South Bronx United director of football Andy Jenkins believes that not enough emphasis is placed on mental health in coaching badges, especially considering that few people affected will go on to become professional players. “Coaching badges teach you content, knowledge, tactics and how to develop players. They don’t teach you how to develop people, they don’t tell you how to work with people, how to motivate people, how to be a role model, how to advocate for them, how to be a supporter, how to be approachable – all the qualities that are the real qualities that make someone an excellent coach,” he says.
“The emphasis within our system is wrong, both here in the US and in Britain, that in order to build great footballers we need to teach them technical skills rather than such important transferable life skills that will serve them in the football and at school. and life beyond.”

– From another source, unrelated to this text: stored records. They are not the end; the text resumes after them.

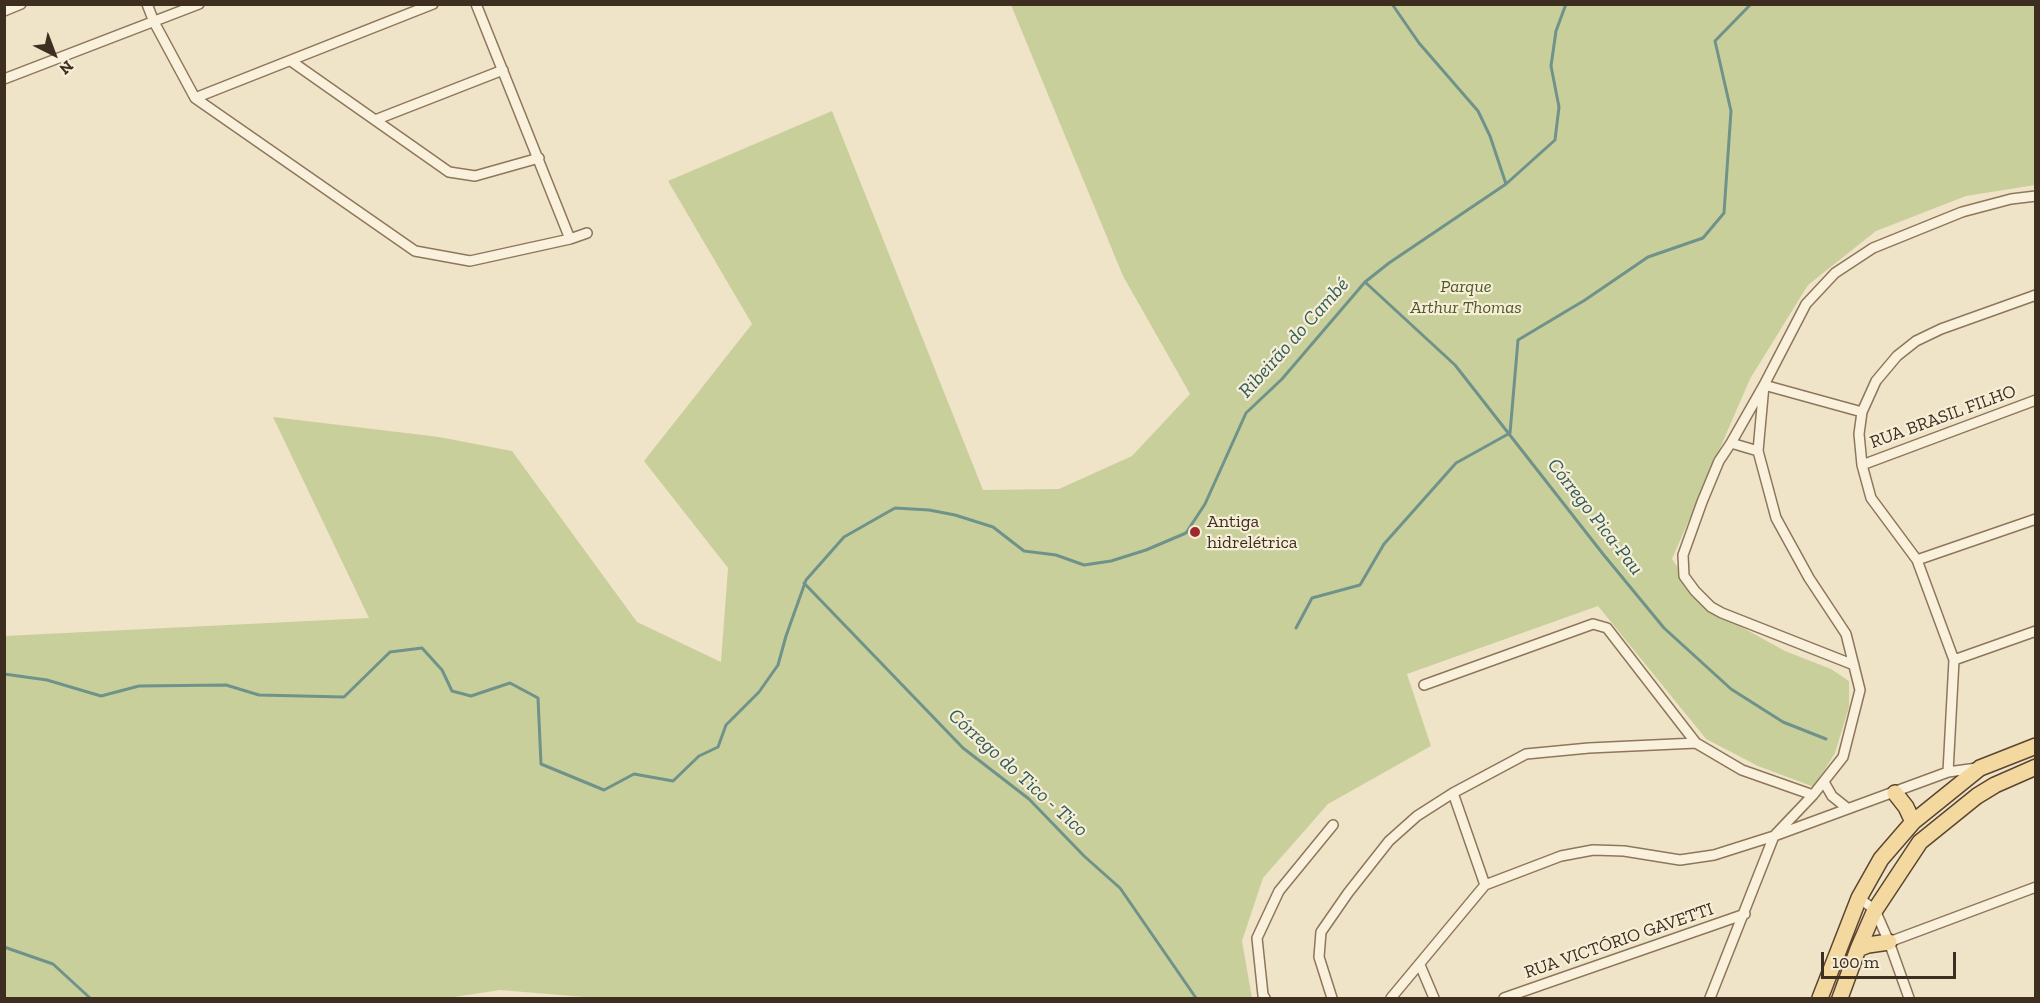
<!DOCTYPE html>
<meta charset="utf-8">
<style>
body{margin:0}
#map{position:relative;width:2040px;height:1003px;overflow:hidden;background:#f0e4c8;font-family:"Zilla Slab",serif}
canvas{display:block}
.frame{position:absolute;inset:0;border:6px solid #3d2e20;pointer-events:none}
.north{position:absolute;left:24px;top:24px;width:60px;height:60px;-webkit-text-stroke:4px #f7eed8;paint-order:stroke;rotate:138deg;font-size:16px;font-weight:700;line-height:24px;text-align:center;color:#3d2e20}
.north::after{content:'';display:block;margin:auto;width:21px;height:27px;background:#3d2e20;clip-path:polygon(50% 0,100% 100%,50% 72%,0 100%)}
.scale{position:absolute;left:1821px;top:952px;width:135px;height:27px;box-sizing:border-box;border:3px solid #3d2e20;border-top:0;padding-left:8px;font-size:18px;line-height:21px;white-space:nowrap;color:#3d2e20;-webkit-text-stroke:4px #f7eed8;paint-order:stroke}
</style>
<div id="map">
<canvas width="2040" height="1003"></canvas>
<div class="frame"></div>
<div class="north">N</div>
<div class="scale">100 m</div>
</div>
<script>
const context = document.querySelector('canvas').getContext('2d');
context.lineJoin = 'round';
function fill(path, color) {
  context.fillStyle = color;
  context.fill(path, 'evenodd');
}
function poly(rows) {
  const path = new Path2D();
  for (const r of rows) {
    path.moveTo(r[0], r[1]);
    for (let i = 2; i < r.length; i += 2) path.lineTo(r[i], r[i + 1]);
  }
  return path;
}
function strokePath(path, color, width, dash) {
  context.strokeStyle = color;
  context.lineWidth = width;
  context.lineCap = dash ? 'butt' : 'round';
  context.setLineDash(dash || []);
  context.stroke(path);
}
function write(font, color, halo, rows, align = 'center') {
  context.font = font + ' "Zilla Slab",serif';
  context.lineWidth = 4.5;
  context.setLineDash([]);
  context.textBaseline = 'middle';
  context.strokeStyle = halo;
  context.fillStyle = color;
  for (const [text, x, y, turn = 0] of rows) {
    context.save();
    context.translate(x, y);
    context.rotate((+turn || 0) * Math.PI / 180);
    context.textAlign = isNaN(turn) ? turn : align;
    if (halo) context.strokeText(text, 0, 0);
    context.fillText(text, 0, 0);
    context.restore();
  }
}
fill(poly([
 [1011,5,2035,5,2035,185,1966,196,1876,231,1808,285,1750,379,1672,559,1705,607,1785,651,1831,669,1849,681,1849,707,1835,753,1814,787,1758,766,1706,739,1598,606,1407,674,1431,746,1328,804,1263,878,1242,941,1252,998,596,998,500,990,448,998,5,998,4,636,369,618,273,417,439,437,512,451,637,622,721,662,728,568,644,461,752,324,668,181,832,111,983,490,1059,489,1132,456,1190,394,1123,276]
]), '#c9cf9b');
strokePath(poly([
 [1392,4,1419,43,1478,111,1490,136,1506,184],
 [1365,282,1455,365,1603,554,1664,628,1731,689,1783,722,1826,739],
 [804,583,963,748,1029,799,1084,856,1120,888,1196,998],
 [1296,628,1312,598,1360,585,1384,544,1456,463,1510,433,1518,340,1585,300,1648,257,1703,238,1724,213,1731,111,1715,41,1751,4],
 [4,674,47,680,101,696,139,686,226,685,259,695,344,697,390,652,422,648,442,670,452,691,471,696,510,683,538,698,541,764,604,790,634,774,673,781,699,756,718,747,726,725,759,692,778,665,786,636,806,580,844,537,895,508,929,510,955,515,993,527,1024,551,1056,555,1084,565,1111,561,1146,550,1186,533,1205,504,1246,413,1282,379,1365,282,1389,263,1506,184,1555,140,1559,107,1551,66,1556,31,1566,4],
 [4,947,53,964,90,998]
]), '#6f938a', 3);
const minor = poly([
 [147,4,154,22,195,98,415,251,470,261,570,239,587,233],
 [476,4,570,239],
 [4,11,21,4],
 [291,61,449,172,475,176,539,158],
 [4,79,199,4],
 [195,98,433,4],
 [375,120,503,70],
 [1764,385,1862,412],
 [1731,443,1764,385,1806,304,1835,273,1873,248,1962,212,2011,199,2036,196],
 [1758,451,1731,443,1719,461,1702,502,1683,555,1684,576,1695,591,1711,607,1722,613,1854,665],
 [1862,465,2036,400],
 [1917,560,2036,519],
 [1954,660,2036,631],
 [1424,685,1593,624,1607,628,1696,743,1742,770,1813,795],
 [1948,772,1954,660,1917,560,1871,498,1862,465,1859,434,1862,412,1876,381,1897,356,1916,341,1941,329,2036,295],
 [1824,782,1832,796,1847,808],
 [1453,793,1485,885],
 [1859,898,1875,910,1889,942,2036,887],
 [1889,942,1909,998],
 [1420,965,1434,998],
 [1265,998,1263,995,1257,938,1279,891,1333,825],
 [1332,998,1319,957,1321,932,1348,893,1389,841,1417,816,1453,793,1526,754,1589,748,1696,743],
 [1391,998,1485,885,1561,856,1593,850,1624,851,1680,860,1714,855,1774,836,1948,772,1977,768],
 [1504,998,1745,914],
 [1710,998,1774,836,1813,795,1843,757,1860,690,1846,634,1809,578,1776,518,1758,451,1764,385]
]);
const primary = poly([
 [1895,793,1906,807,1913,822],
 [1858,949,1868,945,1889,942],
 [1820,998,1859,898,1881,859,1913,822,1980,768,2036,746],
 [1840,998,1858,949,1875,910,1920,842,1977,796,1995,785,2036,767]
]);
strokePath(minor, '#8d765c', 12);
strokePath(primary, '#5b4430', 18);
strokePath(minor, '#faf1dc', 9);
strokePath(primary, '#f3d9a0', 15);
for (const [x, y, r, color] of [
 [1195,532,6,"#9e2a2b"]
]) {
  const dot = new Path2D();
  dot.arc(x, y, r, 0, 2 * Math.PI);
  context.fillStyle = color;
  context.fill(dot);
  strokePath(dot, '#f7eed8', 2);
}
write('italic 18px', '#4d5a26', '#f7eed8', [
 ["Parque",1466,287],
 ["Arthur Thomas",1466,308]
]);
write('18px', '#3d2e20', '#f7eed8', [
 ["RUA BRASIL FILHO",1943,417,-20],
 ["RUA VICTÓRIO GAVETTI",1619,941,-19]
]);
write('18px', '#3d2e20', '#f7eed8', [
 ["Antiga",1207,522],
 ["hidrelétrica",1207,543]
], 'left');
write('italic 20px', '#2f5d5a', '#f7eed8', [
 ["Ribeirão do Cambé",1294,338,-48],
 ["Córrego Pica-Pau",1595,517,52],
 ["Córrego do Tico - Tico",1018,773,42]
]);
</script>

Goalkeeper Carly Nelson, who is excited about the prospect of shaping the environment at new NWSL club Utah Royals, highlights the impact these coaches have at both the top and bottom levels of the game. “Mental health in football has been neglected for so long. As professional athletes it is not new, it has influenced us since childhood,” she says. “It is incredibly inspiring to see youth coaches taking this conversation into their own hands and being given the tools and resources to start conversations and work to empower children to feel safe.”
Create the Space will continue to provide opportunities for people to talk, including setting up webinars and workshops for those who couldn’t attend, and working with the 45 people at the retreat throughout the year. They plan to expand the project.
What would the players like to see? Sauerbrunn says in the NWSL, which has “felt such trauma,” that in terms of mental health they are “only just beginning to scratch the surface” when it comes to “training for staff and those in charge, but also training for the players. Our hope is that we can make that progress faster so that we can make sure that the youth have all the tools, but also that players like me, at 38 years old, have these tools because these are lifelong things that we can use.
Betos would like to see the goals of the retreat extend beyond just the players. “I’ve been playing for almost thirteen years and I don’t think I’ve been to a club that’s done well,” she says. “I would like to see head coaches do something like that.
“Mental health is also very important and an issue for people in their shoes, but it is also important that they understand the impact they can and do have on us.”
Sauerbrunn agrees: “It would be helpful for everyone to have a space like this, learn these tools and be able to apply them in whatever workspace or lifespace they are in. What if that then starts with coaches and people having direct control over some people’s livelihoods? That is amazing.”